Two great Hitchhiker's Guide mistakes

Okay, so, this has been on my chest for at least three years now, and by God does it need to come off. Do pardon the spelling: it's Microsoft, don't you know.

In the very first Hitchhiker's Guide to the Galaxy radiodrama (and possibly the corresponding book; I don't quite remember) Douglas Adams walks us down at least two paths of reasoning concerns two specific subjects, which on examination are clearly false but which I have never heard of refuted (though I havn't really thought where to look). One of these subjects is somewhat important to the plot, the other merely part of some comic relief that Adams nonetheless appears to take quite seriously.

I'll start with the one that makes me least uncomfortable. It occurs during a brief and whimsical disertation on the universe, with statistics and "some information to help you live in it." Area: infinite. Rainfall: none, because in an infinite area there is no up and down through which rain may fall. Imports: none, for in an infinite area there is no outside from which to import. Exports: (see imports). It's all very clever and clearly a joke, or it would be where it not for the narrator's comments on population which for me always served to break the immersion. Population: none. "We know that there are an infinite number of planets, but that not all of them are habitable. Therefore there must be a finite number of habitable planets." Any finite number divided by infinity is basicaly zero, he says, making anyone you happen to meet in your travels merely "the products of a deranged imagination." But WHY? Why in the context of infinity should ANYTHING be finite apart from localy? Nothing is infinite in a single galaxy, but in an infinite universe there are infinite galaxies, and in their aggregate an infinity of all possibilities being realized at once for now and ever. There may be a constraint at work preventing habitable worlds from making up a higher "percentag" of this infinity, but that doesn't mean they aren't just as infinite as everything else. You'll bump into them less frequently, but you'll never stop bumping into them.

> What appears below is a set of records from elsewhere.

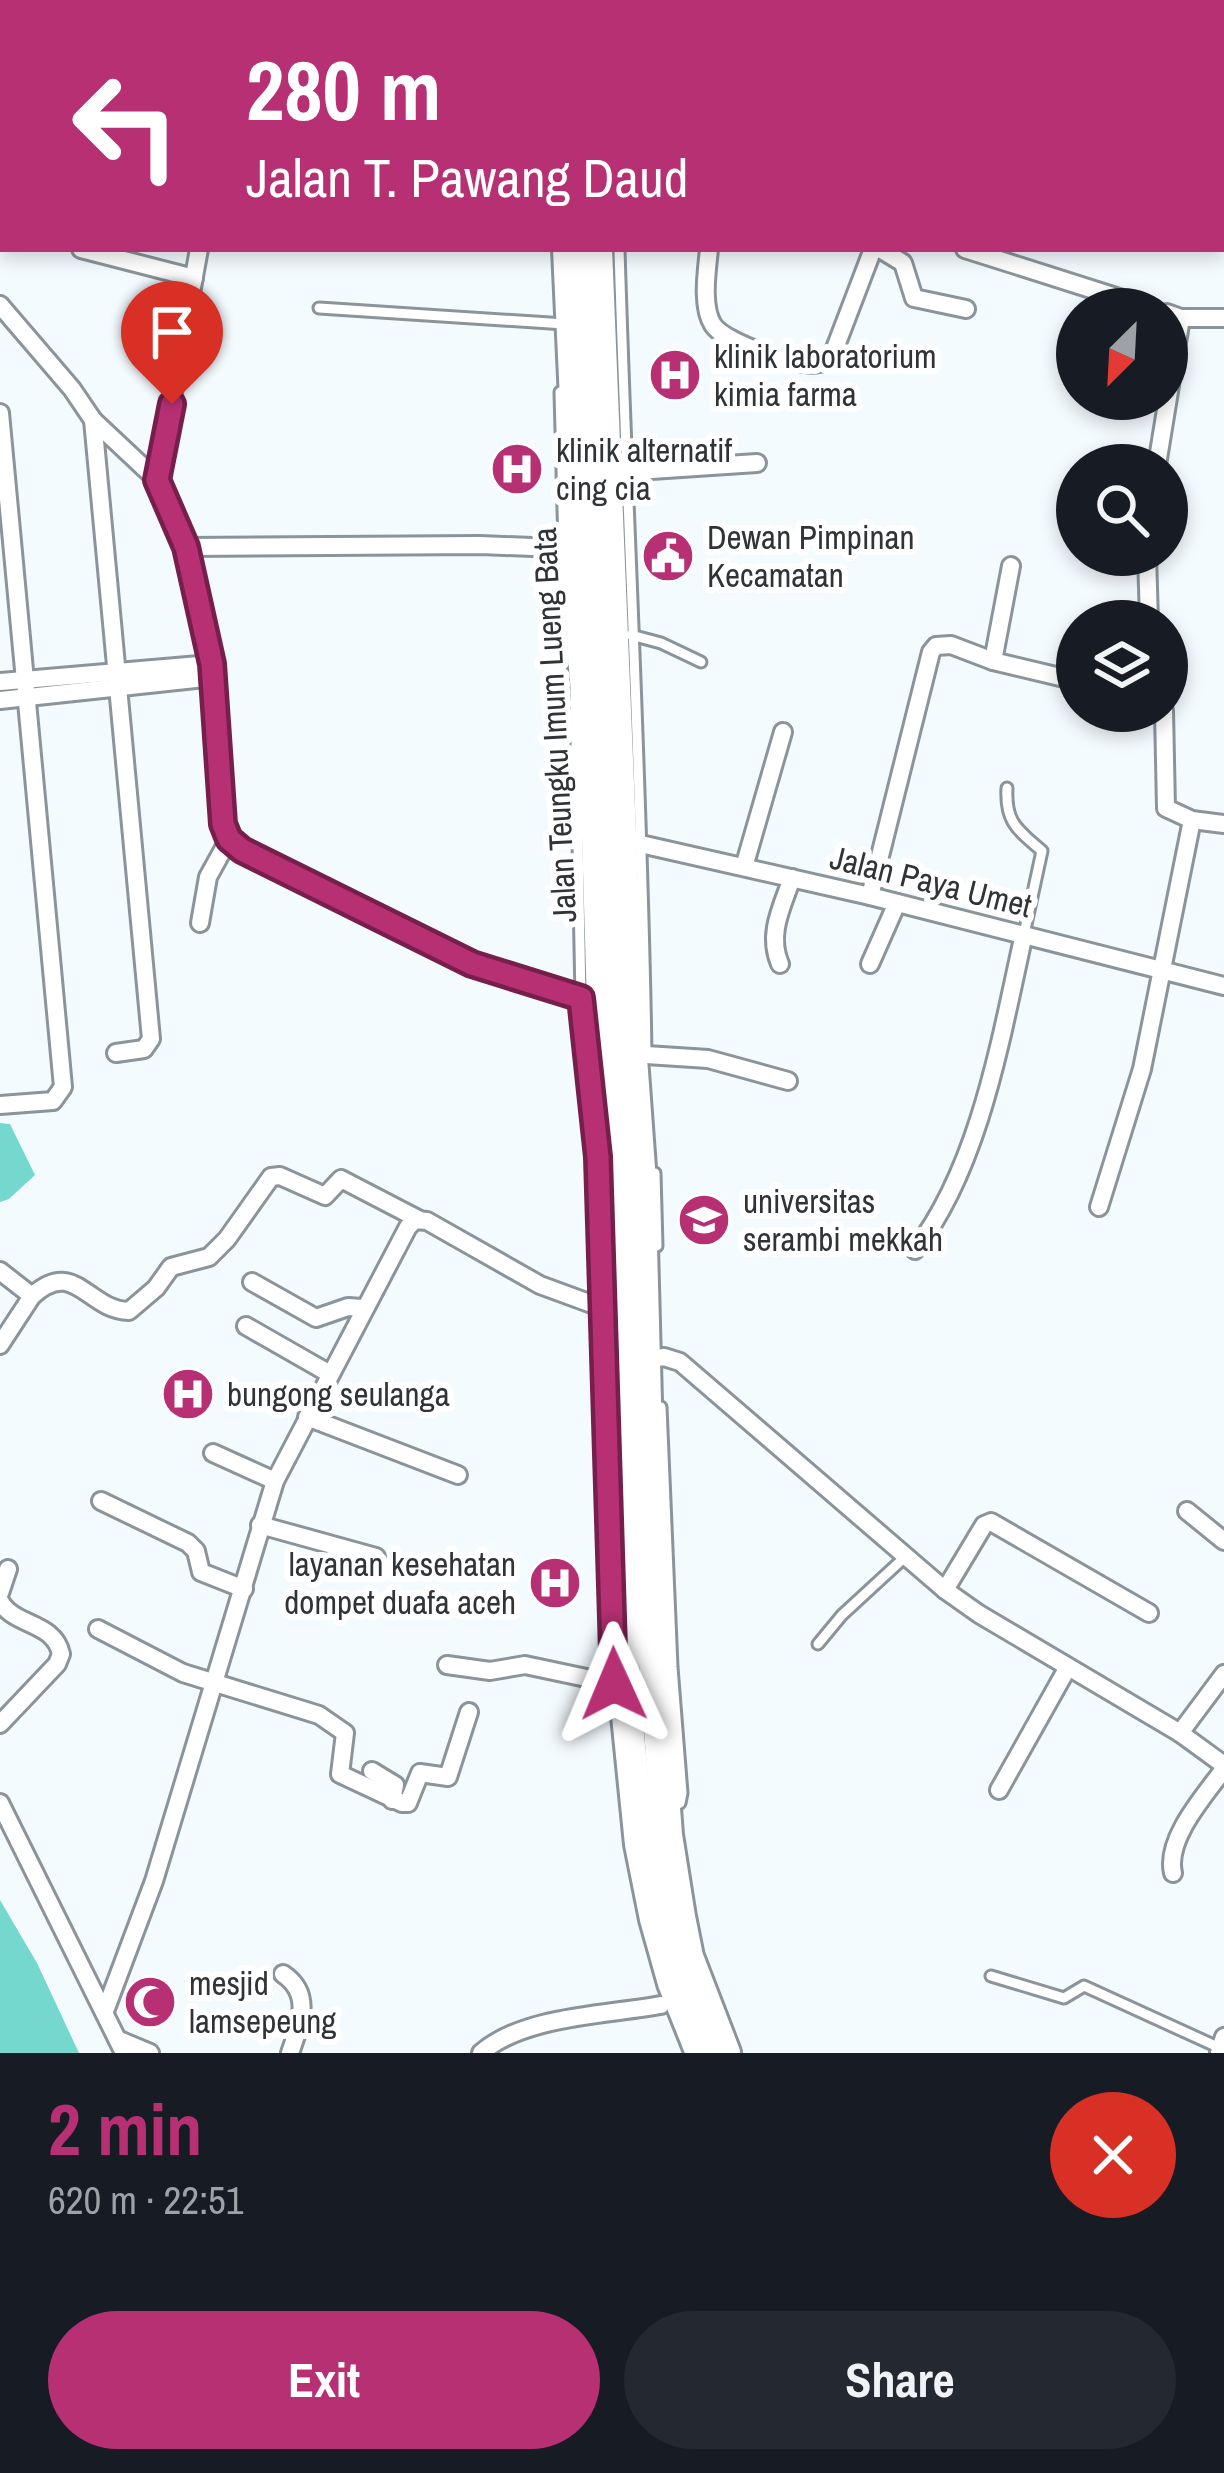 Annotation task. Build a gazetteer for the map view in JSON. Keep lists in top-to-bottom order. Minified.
{"streets":{"highway":["Jalan Teungku Imum Lueng Bata"],"street":["Jalan Paya Umet"]},"crossings":[["Jalan Teungku Imum Lueng Bata","Jalan Paya Umet"]],"places":{"hospital":["klinik laboratorium kimia farma","klinik alternatif cing cia","bungong seulanga","layanan kesehatan dompet duafa aceh"],"public building":["Dewan Pimpinan Kecamatan"],"school or university":["universitas serambi mekkah"],"mosque":["mesjid lamsepeung"]},"north":"bottom left","page":{"turn":["280 m","Jalan T. Pawang Daud"],"heading":["2 min","620 m · 22:51"],"buttons":["Exit","Share"]}} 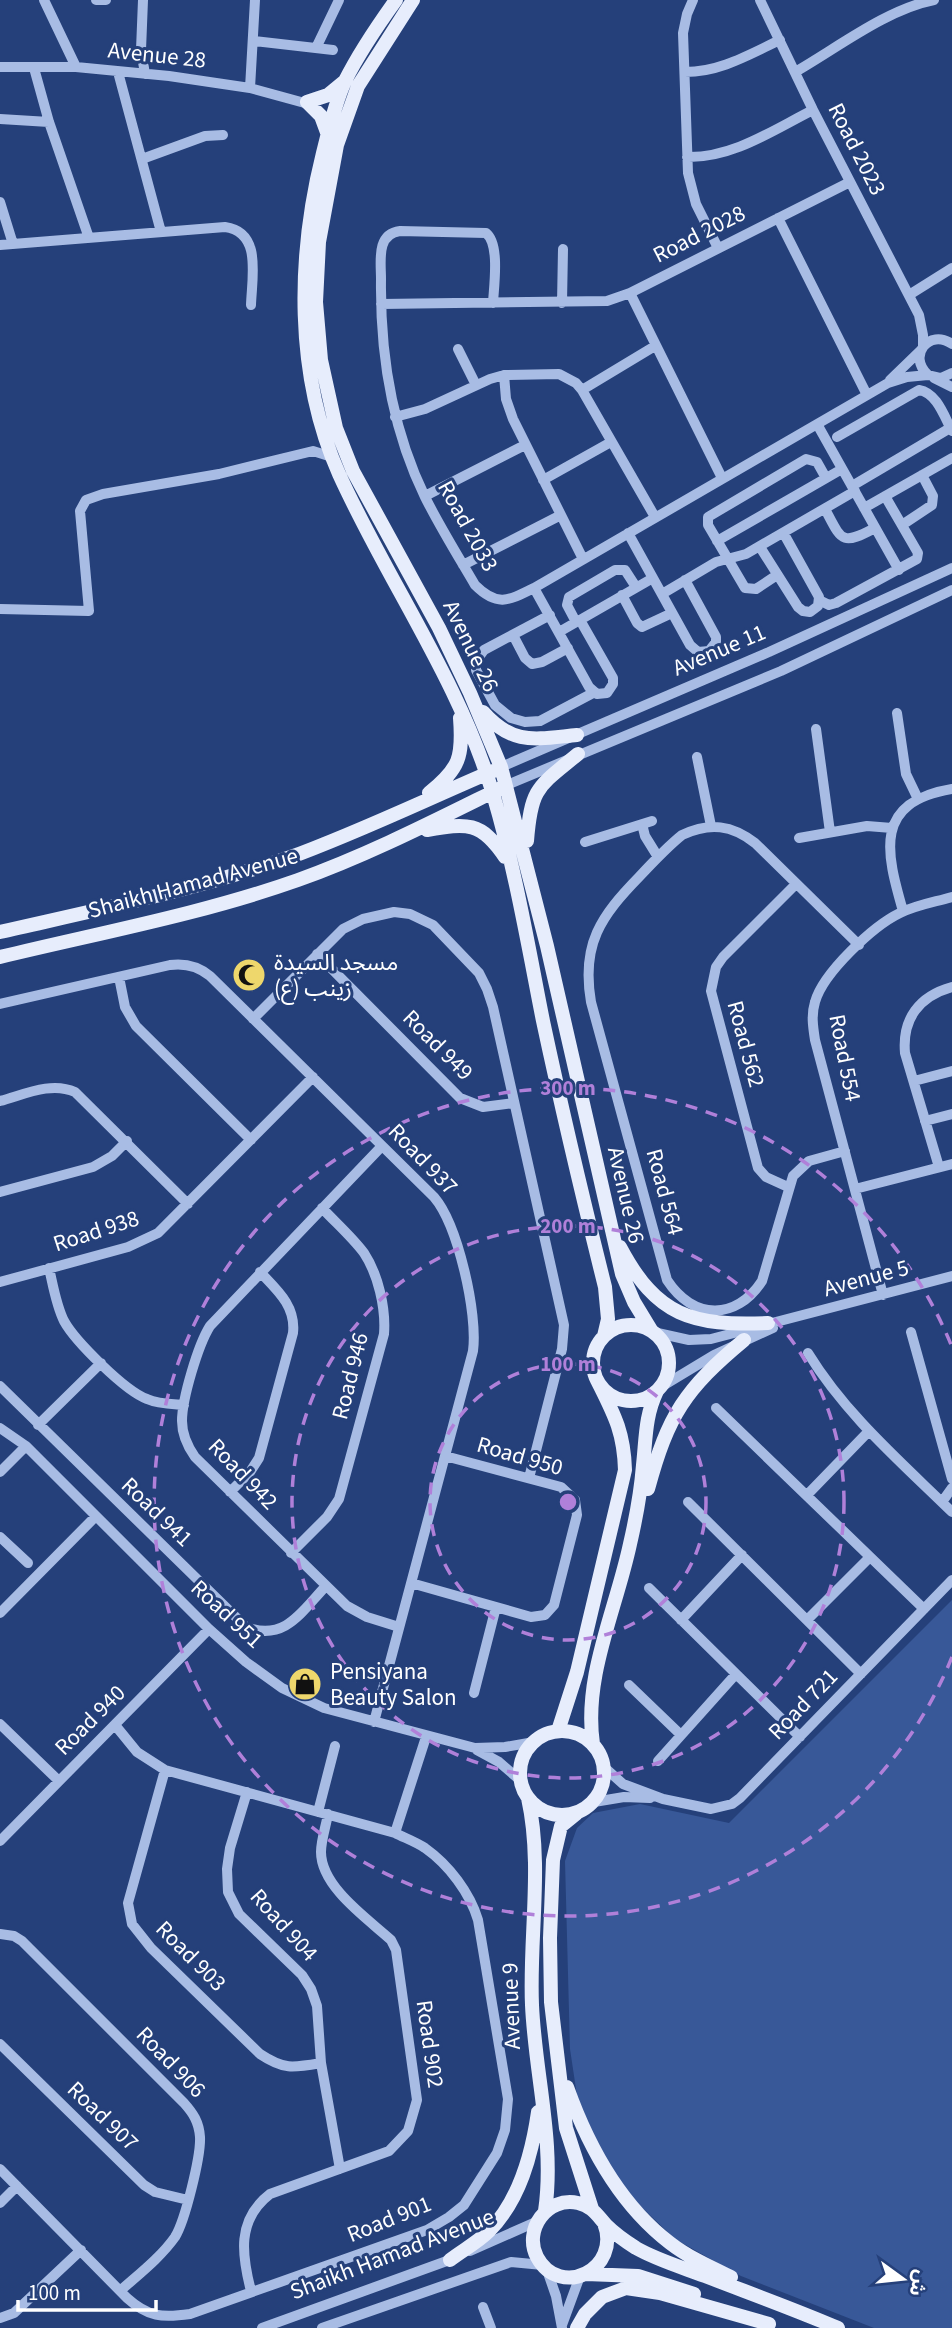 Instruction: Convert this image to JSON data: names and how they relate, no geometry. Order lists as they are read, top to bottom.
{
  "streets": {
    "main road": ["Avenue 26", "Shaikh Hamad Avenue", "Avenue 9"],
    "street": [
      "Avenue 28",
      "Road 2023",
      "Road 2028",
      "Road 2033",
      "Avenue 11",
      "Road 562",
      "Road 949",
      "Road 554",
      "Road 937",
      "Road 564",
      "Road 938",
      "Avenue 5",
      "Road 946",
      "Road 950",
      "Road 942",
      "Road 941",
      "Road 951",
      "Road 721",
      "Road 940",
      "Road 904",
      "Road 903",
      "Road 902",
      "Road 906",
      "Road 907",
      "Road 901"
    ]
  },
  "crossings": [
    ["Avenue 28", "Avenue 26"],
    ["Road 2023", "Road 2028"],
    ["Road 2023", "Road 2033"],
    ["Road 2028", "Road 2033"],
    ["Avenue 26", "Avenue 11"],
    ["Avenue 26", "Shaikh Hamad Avenue"],
    ["Avenue 26", "Avenue 5"],
    ["Avenue 11", "Shaikh Hamad Avenue"],
    ["Shaikh Hamad Avenue", "Avenue 9"],
    ["Road 562", "Road 564"],
    ["Road 949", "Road 937"],
    ["Road 949", "Road 950"],
    ["Road 554", "Road 564"],
    ["Road 554", "Avenue 5"],
    ["Road 937", "Road 938"],
    ["Road 937", "Road 950"],
    ["Road 937", "Road 942"],
    ["Road 937", "Road 951"],
    ["Road 946", "Road 942"],
    ["Road 942", "Road 941"],
    ["Road 951", "Road 721"],
    ["Road 951", "Road 940"],
    ["Road 951", "Avenue 9"],
    ["Road 721", "Avenue 9"],
    ["Road 940", "Road 901"],
    ["Road 904", "Road 903"],
    ["Road 904", "Road 902"],
    ["Road 904", "Road 901"],
    ["Road 903", "Road 901"],
    ["Road 902", "Road 901"],
    ["Road 906", "Road 907"],
    ["Road 906", "Road 901"]
  ],
  "places": {
    "mosque": ["مسجد السيدة زينب (ع)"],
    "shop": ["Pensiyana Beauty Salon"]
  },
  "scale_bar": "100 m",
  "north": "right",
  "rings": ["300 m", "200 m", "100 m"]
} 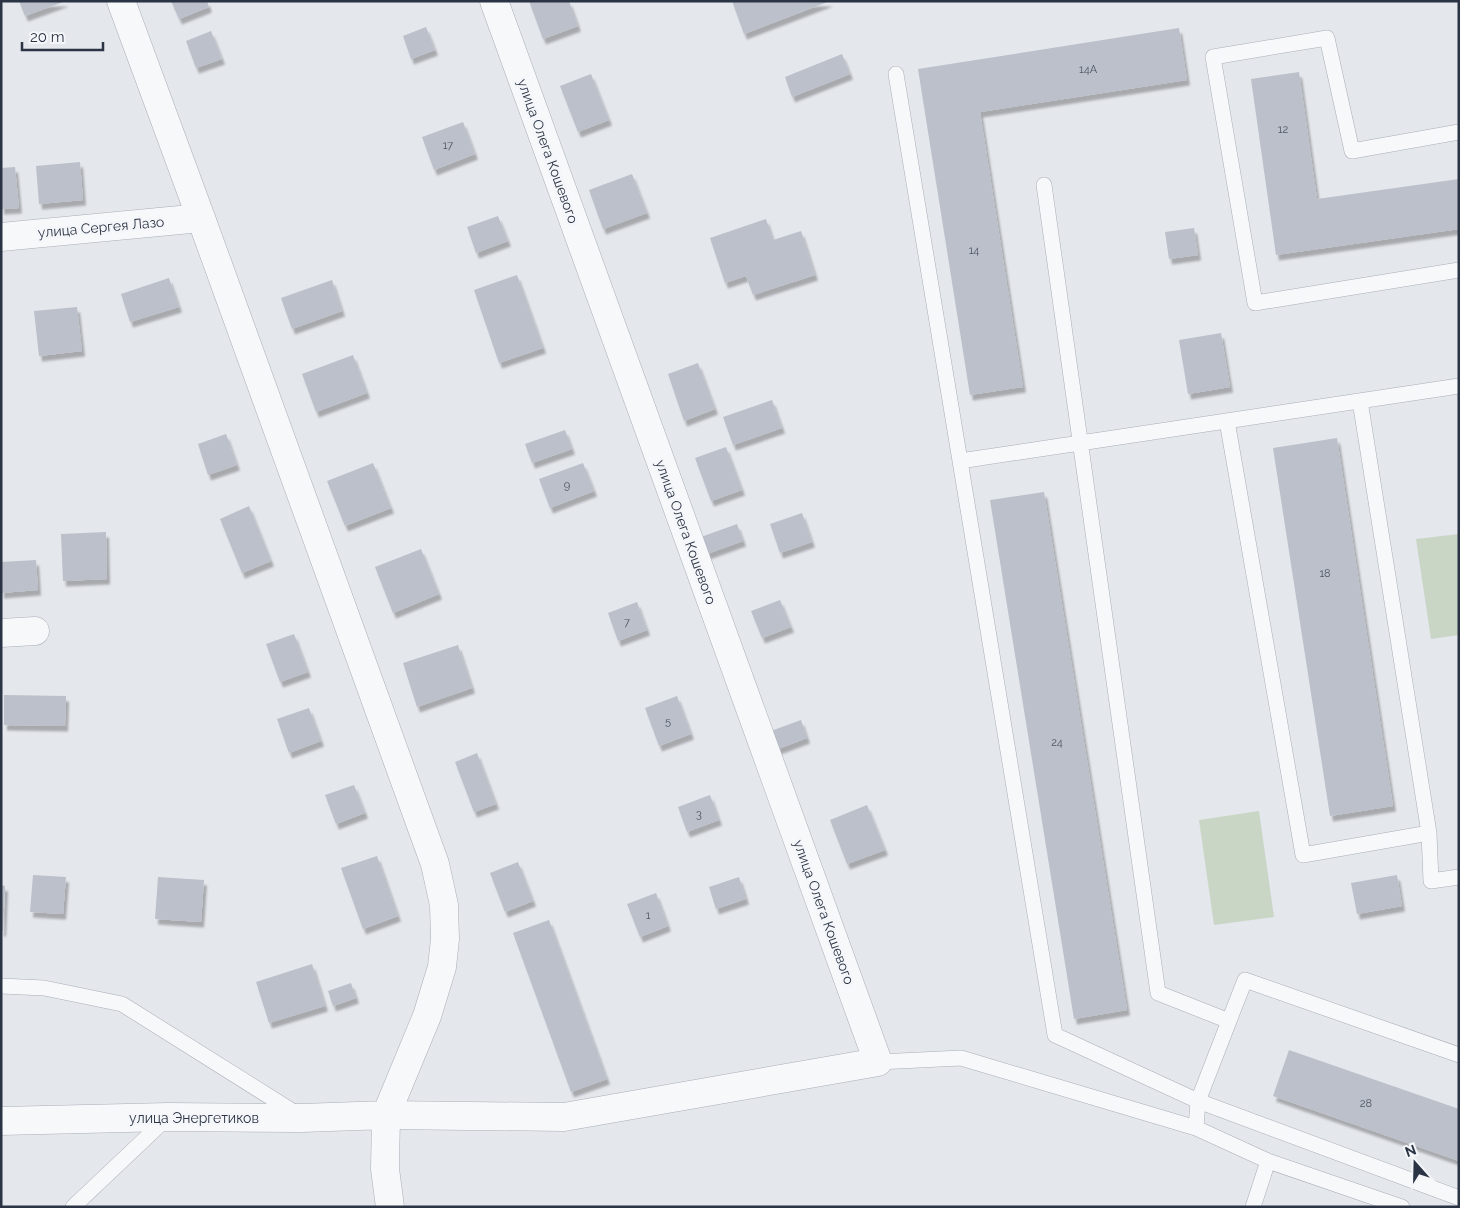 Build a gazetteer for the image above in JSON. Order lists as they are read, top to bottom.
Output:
{
  "streets": {
    "street": ["улица Олега Кошевого", "улица Сергея Лазо", "улица Энергетиков"]
  },
  "crossings": [
    ["улица Олега Кошевого", "улица Энергетиков"]
  ],
  "house_numbers": [
    "14А",
    "12",
    "17",
    "14",
    "9",
    "18",
    "7",
    "5",
    "24",
    "3",
    "1",
    "28"
  ],
  "scale_bar": "20 m",
  "north": "top"
}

Now for something that's actualy kept me up at night once or twice. It concerns a remote fictional planet called Magrathea whose inhabitants once pioneered the industry of planet-making. That is, when a phazmagoricaly rich denizen of the galaxy grew disatisfied with the planets nature had provided for him to live on he would pay the Magratheans to build him a new one made exactly to his specifications. The story goes that this venture became so succesfull that Magrathea grew to be the richest planet in the galaxy while everyone else became impoverished. But... WHY? I mean, you can sort of rationalize it and say these superich became so infatuated and lustfull over these perfect "dream planets" they spent themselves all into pauperhood, but when has anything like that ever happened in a real economy? To my knowledge, never. Furthermore, when have economies ever been so dependant on their super-rich as opposed to the (on aggregate) greater wealth of their middle and poor classes? The rich own and maintain large companies, the loss of which can be temporarily devestating to an economy, but these are swiftly replaced in a market swarming with would-be competitors. The fact of the matter is that even all the most wealthy people, even when put together, probably do not spend more than all the less wealthy people put together. That is, on products and services. Presumbly they've bought their share of politicans. Indeed, advancing causes or corruption in the political sphere is probably the most a very rich person can do to affect society as a whole. Otherwise he's just a big fish in a very big sea.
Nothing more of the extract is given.